Skip to content

iWhatty/text-sanctifier

Repository files navigation

text-sanctifier

npm downloads bundle size license stars

Brutal text normalizer and invisible Unicode scrubber for modern web projects. ~1.66 KB gzipped.

Features

  • Purges zero-width Unicode garbage
  • Normalizes line endings (CRLF, CR, LF) to LF
  • Collapses unwanted spaces and paragraphs
  • Nukes control characters (if enabled)
  • Smart normalization of typographic junk (quotes, dashes, bullets, full-width punctuation)
  • Keyboard-only filtering (retain printable ASCII + full emoji sequences)
    • Preserves ZWJ emoji clusters (👨‍👩‍👧‍👦)
    • Preserves VS16 emoji presentation variants (✌️, ‼️)
  • Configurable via fine-grained flags or ready-made presets
  • Includes strict, loose, and keyboard-only modes
  • Deterministic RegExp usage (no global lastIndex state leaks)

Install

pnpm add text-sanctifier

Quick start

Custom config:

import { summonSanctifier } from 'text-sanctifier';

const clean = summonSanctifier({
  purgeInvisibleChars: true,
  purgeEmojis: true,
  collapseSpaces: true,
  collapseNewLines: true,
  preserveParagraphs: true,
  finalTrim: true,
});

const output = clean(rawText);

Strict preset:

const output = summonSanctifier.strict(rawText);

Loose preset:

const output = summonSanctifier.loose(rawText);

Keyboard-only (no emojis):

const output = summonSanctifier.keyboardOnly(userInput);

Keyboard-only (with emojis):

const output = summonSanctifier.keyboardOnlyEmoji(commentText);

Security notes

  • Not an HTML/XSS sanitizer. This library normalizes and filters plain text.
  • If you need to render untrusted content, render it as text (e.g. textContent), not HTML (innerHTML).
  • If you need to sanitize HTML, use a dedicated HTML sanitizer (e.g. DOMPurify / sanitize-html).
  • Like any text-processing library, extremely large untrusted inputs can be used for CPU/DoS pressure; consider input size limits in high-risk environments.

API

summonSanctifier(options?: SanctifyOptions): (text: string) => string

Creates a reusable sanitizer from an option object.

summonSanctifier.strict

Aggressively purges: emojis, control characters, extra spacing, and newlines.

summonSanctifier.loose

Gently normalizes spacing and newlines while preserving emojis and paragraphs.
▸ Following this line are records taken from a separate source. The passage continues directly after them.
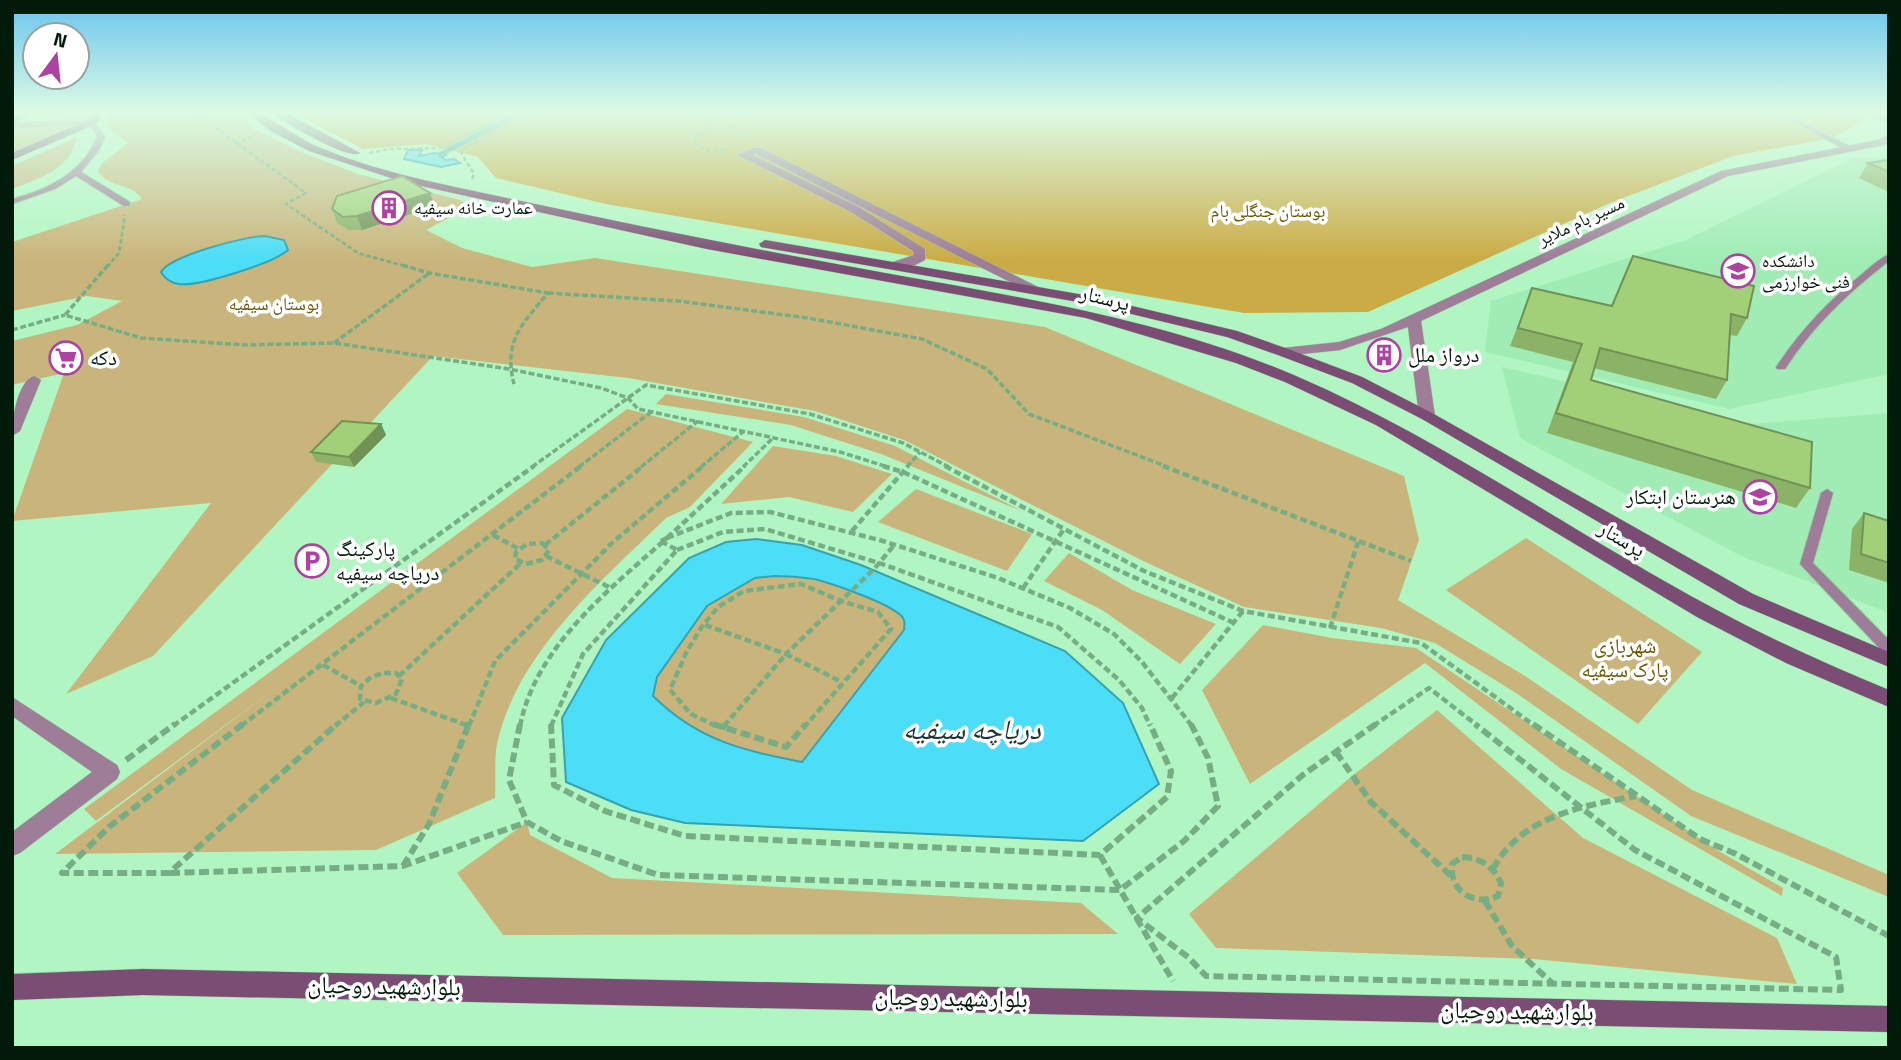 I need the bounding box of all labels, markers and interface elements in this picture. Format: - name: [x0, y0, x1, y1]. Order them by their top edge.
- north arrow: [21, 21, 91, 91]
- text: N: [50, 23, 71, 55]
- building icon: عمارت خانه سیفیه: [370, 189, 408, 227]
- street label: مسیر بام ملایر: [1532, 189, 1629, 253]
- place label: عمارت خانه سیفیه: [414, 194, 533, 221]
- park label: بوستان جنگلی بام: [1211, 197, 1325, 224]
- place label: دانشکده فنی خوارزمی: [1762, 247, 1850, 295]
- school or university icon: دانشکده فنی خوارزمی: [1719, 252, 1757, 290]
- street label: پرستار: [1076, 275, 1134, 319]
- park label: بوستان سیفیه: [229, 290, 319, 317]
- building icon: درواز ملل: [1365, 336, 1403, 374]
- place label: درواز ملل: [1408, 338, 1479, 370]
- supermarket icon: دکه: [47, 339, 85, 377]
- place label: دکه: [90, 341, 117, 373]
- school or university icon: هنرستان ابتکار: [1741, 478, 1779, 516]
- place label: هنرستان ابتکار: [1625, 480, 1736, 512]
- street label: پرستار: [1592, 511, 1652, 565]
- place label: پارکینگ دریاچه سیفیه: [336, 532, 439, 588]
- parking icon: پارکینگ دریاچه سیفیه: [293, 542, 331, 580]
- park label: شهربازی پارک سیفیه: [1582, 629, 1668, 685]
- water label: دریاچه سیفیه: [903, 707, 1041, 750]
- street label: بلوارشهید روحیان: [307, 966, 461, 1004]
- street label: بلوارشهید روحیان: [874, 978, 1028, 1016]
- street label: بلوارشهید روحیان: [1440, 991, 1594, 1029]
summonSanctifier.keyboardOnly

Restricts to printable ASCII only (removes emojis).

summonSanctifier.keyboardOnlyEmoji

Restricts to printable ASCII + full emoji sequences. Preserves ZWJ emoji clusters and emoji presentation variants.

inspectText(text: string): UnicodeTrashReport

Returns a structural report of control codes, invisible chars, newline styles, and more.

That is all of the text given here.